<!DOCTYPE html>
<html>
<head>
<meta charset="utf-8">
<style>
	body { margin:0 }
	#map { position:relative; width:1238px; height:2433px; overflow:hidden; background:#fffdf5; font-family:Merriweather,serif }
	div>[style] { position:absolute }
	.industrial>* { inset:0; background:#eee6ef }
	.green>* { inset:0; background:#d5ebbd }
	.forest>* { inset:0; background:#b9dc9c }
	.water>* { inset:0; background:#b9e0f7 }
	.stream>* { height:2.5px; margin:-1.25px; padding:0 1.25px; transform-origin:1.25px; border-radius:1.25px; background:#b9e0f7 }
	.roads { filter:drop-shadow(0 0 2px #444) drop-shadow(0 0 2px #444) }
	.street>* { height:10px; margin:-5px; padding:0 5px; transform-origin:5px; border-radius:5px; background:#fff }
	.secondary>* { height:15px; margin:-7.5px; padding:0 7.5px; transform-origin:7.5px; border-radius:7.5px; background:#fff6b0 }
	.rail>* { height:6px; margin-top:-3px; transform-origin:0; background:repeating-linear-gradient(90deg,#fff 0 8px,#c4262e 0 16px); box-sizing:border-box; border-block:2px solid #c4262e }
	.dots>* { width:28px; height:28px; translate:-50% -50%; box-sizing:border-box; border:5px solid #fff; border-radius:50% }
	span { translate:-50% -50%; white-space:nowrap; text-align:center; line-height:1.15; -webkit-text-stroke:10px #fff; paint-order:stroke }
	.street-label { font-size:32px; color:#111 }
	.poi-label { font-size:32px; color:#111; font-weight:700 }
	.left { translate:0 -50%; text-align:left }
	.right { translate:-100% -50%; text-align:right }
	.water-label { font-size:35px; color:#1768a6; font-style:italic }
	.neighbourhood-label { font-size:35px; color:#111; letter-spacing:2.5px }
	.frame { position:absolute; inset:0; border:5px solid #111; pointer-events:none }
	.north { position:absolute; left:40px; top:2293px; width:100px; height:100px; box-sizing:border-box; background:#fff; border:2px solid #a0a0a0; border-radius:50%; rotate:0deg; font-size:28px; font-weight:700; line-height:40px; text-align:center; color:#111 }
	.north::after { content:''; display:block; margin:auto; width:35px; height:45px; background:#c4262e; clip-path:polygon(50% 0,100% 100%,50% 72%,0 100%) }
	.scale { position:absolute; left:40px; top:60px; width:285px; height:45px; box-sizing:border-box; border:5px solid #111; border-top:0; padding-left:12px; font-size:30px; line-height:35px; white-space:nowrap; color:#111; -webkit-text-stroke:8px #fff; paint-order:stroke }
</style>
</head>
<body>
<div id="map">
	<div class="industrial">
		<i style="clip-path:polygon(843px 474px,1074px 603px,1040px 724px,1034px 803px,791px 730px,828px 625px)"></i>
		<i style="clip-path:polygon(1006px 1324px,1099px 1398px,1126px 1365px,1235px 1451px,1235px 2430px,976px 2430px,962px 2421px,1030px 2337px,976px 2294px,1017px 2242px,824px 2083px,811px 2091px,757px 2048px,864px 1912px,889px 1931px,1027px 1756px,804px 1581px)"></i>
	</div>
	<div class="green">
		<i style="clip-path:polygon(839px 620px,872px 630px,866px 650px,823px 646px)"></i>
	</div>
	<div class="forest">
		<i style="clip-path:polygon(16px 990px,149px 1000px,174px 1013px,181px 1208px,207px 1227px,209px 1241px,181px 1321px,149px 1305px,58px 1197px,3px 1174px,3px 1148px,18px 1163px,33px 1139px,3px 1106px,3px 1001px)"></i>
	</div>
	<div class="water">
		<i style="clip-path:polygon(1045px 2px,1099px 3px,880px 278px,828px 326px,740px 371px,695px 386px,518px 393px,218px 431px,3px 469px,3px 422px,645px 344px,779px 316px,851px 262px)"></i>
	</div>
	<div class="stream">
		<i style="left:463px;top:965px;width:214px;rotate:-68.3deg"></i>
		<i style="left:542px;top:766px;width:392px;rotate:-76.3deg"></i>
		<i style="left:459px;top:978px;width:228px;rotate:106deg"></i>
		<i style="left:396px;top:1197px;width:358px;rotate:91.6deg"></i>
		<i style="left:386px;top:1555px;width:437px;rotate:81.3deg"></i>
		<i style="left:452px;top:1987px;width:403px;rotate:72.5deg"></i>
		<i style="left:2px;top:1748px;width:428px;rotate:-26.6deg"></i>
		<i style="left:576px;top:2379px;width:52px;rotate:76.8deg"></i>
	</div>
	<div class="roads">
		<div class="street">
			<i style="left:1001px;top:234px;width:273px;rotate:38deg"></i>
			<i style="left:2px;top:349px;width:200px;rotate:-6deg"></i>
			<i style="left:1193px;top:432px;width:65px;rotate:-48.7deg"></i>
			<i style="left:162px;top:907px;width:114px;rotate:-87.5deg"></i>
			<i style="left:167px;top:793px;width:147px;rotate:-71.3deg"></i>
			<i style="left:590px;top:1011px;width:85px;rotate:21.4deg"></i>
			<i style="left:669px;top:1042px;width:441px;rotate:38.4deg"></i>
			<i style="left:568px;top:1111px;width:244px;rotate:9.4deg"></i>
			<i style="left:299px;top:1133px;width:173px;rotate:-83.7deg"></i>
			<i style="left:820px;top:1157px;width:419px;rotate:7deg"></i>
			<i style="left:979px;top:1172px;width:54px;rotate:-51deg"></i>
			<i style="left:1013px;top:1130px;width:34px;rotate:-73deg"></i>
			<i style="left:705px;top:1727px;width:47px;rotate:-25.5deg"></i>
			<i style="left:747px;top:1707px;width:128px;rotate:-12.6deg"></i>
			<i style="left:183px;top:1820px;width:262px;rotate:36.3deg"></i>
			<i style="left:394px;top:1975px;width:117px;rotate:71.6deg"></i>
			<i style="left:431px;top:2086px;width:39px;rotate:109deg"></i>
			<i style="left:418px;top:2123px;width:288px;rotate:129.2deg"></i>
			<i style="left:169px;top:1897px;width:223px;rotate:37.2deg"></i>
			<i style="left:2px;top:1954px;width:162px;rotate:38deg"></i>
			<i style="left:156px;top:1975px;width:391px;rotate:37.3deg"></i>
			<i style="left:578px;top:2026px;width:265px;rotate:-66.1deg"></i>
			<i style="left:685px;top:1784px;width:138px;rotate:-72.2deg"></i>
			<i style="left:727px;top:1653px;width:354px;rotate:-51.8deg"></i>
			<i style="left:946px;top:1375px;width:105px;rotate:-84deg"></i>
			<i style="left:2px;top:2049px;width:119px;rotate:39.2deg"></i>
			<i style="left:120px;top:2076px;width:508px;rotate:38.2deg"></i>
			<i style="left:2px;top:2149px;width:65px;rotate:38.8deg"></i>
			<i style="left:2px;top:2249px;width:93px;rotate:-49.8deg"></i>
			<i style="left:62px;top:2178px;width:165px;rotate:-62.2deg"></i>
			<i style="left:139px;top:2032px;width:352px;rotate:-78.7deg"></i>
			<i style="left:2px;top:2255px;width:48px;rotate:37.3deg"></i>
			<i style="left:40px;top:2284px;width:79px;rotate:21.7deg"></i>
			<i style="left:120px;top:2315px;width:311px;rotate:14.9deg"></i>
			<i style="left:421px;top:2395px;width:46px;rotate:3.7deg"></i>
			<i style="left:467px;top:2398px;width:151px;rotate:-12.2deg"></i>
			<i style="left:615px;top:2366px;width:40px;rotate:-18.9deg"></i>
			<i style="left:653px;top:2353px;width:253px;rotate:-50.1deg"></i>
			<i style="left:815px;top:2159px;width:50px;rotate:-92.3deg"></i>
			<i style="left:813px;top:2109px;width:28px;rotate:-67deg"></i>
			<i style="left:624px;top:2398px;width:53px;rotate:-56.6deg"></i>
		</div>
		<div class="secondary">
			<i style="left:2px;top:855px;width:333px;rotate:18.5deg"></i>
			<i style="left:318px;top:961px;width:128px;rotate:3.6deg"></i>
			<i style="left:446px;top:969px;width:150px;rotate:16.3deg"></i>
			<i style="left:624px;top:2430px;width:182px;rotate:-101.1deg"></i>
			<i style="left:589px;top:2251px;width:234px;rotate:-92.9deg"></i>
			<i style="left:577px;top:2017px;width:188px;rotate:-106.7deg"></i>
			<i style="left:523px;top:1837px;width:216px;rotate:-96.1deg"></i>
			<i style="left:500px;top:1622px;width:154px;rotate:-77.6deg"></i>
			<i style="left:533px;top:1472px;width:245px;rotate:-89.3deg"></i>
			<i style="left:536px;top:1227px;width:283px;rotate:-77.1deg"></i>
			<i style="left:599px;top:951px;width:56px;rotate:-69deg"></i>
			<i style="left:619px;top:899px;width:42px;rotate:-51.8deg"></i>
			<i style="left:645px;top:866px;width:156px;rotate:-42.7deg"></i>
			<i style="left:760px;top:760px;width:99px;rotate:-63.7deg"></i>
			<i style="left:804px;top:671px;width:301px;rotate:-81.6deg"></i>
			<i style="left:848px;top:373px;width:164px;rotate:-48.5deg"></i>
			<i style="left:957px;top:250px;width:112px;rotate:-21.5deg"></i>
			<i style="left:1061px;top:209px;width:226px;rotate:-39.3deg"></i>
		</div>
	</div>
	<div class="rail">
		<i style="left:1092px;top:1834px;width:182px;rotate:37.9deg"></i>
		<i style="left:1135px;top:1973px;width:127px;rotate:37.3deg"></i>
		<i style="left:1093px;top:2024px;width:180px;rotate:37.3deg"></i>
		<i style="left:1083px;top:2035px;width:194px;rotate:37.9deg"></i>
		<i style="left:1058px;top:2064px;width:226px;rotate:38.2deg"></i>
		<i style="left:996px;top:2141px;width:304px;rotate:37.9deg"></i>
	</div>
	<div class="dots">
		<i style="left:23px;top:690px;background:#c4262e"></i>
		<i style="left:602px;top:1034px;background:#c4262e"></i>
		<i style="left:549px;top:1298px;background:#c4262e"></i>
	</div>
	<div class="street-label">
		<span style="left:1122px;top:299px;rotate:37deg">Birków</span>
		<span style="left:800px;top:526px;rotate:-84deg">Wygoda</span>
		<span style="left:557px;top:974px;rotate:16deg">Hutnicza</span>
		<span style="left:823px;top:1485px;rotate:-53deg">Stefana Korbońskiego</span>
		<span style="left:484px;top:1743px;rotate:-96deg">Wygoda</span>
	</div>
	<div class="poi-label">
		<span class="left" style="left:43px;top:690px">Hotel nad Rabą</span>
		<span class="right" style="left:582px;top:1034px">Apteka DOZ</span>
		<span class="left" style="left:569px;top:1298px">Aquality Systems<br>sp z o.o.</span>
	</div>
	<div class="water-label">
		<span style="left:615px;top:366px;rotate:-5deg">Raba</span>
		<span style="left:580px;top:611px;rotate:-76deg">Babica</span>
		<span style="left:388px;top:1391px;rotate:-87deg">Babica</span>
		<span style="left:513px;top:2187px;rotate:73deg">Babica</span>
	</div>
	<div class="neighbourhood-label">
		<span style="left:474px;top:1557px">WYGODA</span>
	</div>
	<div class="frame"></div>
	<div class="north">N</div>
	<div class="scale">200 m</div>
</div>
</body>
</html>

**WORK ITEM**: List each line of the records that holds the string "stream".

**ANSWER TO THE PROBLEM**:
	.stream>* { height:2.5px; margin:-1.25px; padding:0 1.25px; transform-origin:1.25px; border-radius:1.25px; background:#b9e0f7 }
	<div class="stream">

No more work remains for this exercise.